Data supplied START
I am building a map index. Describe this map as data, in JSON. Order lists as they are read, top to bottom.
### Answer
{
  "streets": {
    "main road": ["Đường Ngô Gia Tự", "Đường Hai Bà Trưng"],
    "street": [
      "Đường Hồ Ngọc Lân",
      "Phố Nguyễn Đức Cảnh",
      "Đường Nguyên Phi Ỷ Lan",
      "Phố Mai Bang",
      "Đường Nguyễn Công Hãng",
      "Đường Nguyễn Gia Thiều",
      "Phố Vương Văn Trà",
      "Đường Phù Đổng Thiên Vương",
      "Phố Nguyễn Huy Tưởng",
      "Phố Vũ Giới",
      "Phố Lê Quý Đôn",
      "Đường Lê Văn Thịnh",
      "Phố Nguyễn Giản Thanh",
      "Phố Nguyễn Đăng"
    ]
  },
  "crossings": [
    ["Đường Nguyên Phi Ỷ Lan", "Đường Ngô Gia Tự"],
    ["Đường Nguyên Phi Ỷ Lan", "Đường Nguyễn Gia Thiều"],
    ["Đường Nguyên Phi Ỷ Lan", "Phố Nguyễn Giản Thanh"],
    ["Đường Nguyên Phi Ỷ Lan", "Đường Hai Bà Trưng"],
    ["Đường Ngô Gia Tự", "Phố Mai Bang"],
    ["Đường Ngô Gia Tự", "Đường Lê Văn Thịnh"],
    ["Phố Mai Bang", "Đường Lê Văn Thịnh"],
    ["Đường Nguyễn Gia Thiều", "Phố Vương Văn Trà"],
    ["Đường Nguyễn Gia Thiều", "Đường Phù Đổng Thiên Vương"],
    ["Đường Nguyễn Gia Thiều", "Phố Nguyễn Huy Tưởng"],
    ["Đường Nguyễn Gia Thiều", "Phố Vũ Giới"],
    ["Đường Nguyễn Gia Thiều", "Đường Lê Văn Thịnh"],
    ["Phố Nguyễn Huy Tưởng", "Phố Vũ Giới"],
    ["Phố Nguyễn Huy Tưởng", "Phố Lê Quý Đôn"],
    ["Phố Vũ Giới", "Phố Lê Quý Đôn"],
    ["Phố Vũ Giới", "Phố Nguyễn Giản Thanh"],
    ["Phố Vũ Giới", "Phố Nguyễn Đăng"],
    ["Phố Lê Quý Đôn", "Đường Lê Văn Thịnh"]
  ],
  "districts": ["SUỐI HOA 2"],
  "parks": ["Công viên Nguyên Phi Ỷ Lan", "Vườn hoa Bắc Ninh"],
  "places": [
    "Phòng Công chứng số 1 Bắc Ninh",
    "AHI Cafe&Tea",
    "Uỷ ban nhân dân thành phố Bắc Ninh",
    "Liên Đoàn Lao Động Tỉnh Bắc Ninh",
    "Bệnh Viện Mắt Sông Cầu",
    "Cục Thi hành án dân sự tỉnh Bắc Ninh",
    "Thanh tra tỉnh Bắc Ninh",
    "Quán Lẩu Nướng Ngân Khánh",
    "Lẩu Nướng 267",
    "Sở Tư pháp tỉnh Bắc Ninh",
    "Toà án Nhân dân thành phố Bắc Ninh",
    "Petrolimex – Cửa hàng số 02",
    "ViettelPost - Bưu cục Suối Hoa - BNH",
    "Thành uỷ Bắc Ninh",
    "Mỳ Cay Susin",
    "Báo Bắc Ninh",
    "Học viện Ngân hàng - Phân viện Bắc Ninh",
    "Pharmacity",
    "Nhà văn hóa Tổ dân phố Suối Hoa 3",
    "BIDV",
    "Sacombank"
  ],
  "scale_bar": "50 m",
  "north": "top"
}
Data supplied END
### Exercise description
All lines carrying the word "Thịnh" must be copied from the data above.

### Response below
      "Đường Lê Văn Thịnh",
    ["Đường Ngô Gia Tự", "Đường Lê Văn Thịnh"],
    ["Phố Mai Bang", "Đường Lê Văn Thịnh"],
    ["Đường Nguyễn Gia Thiều", "Đường Lê Văn Thịnh"],
    ["Phố Lê Quý Đôn", "Đường Lê Văn Thịnh"]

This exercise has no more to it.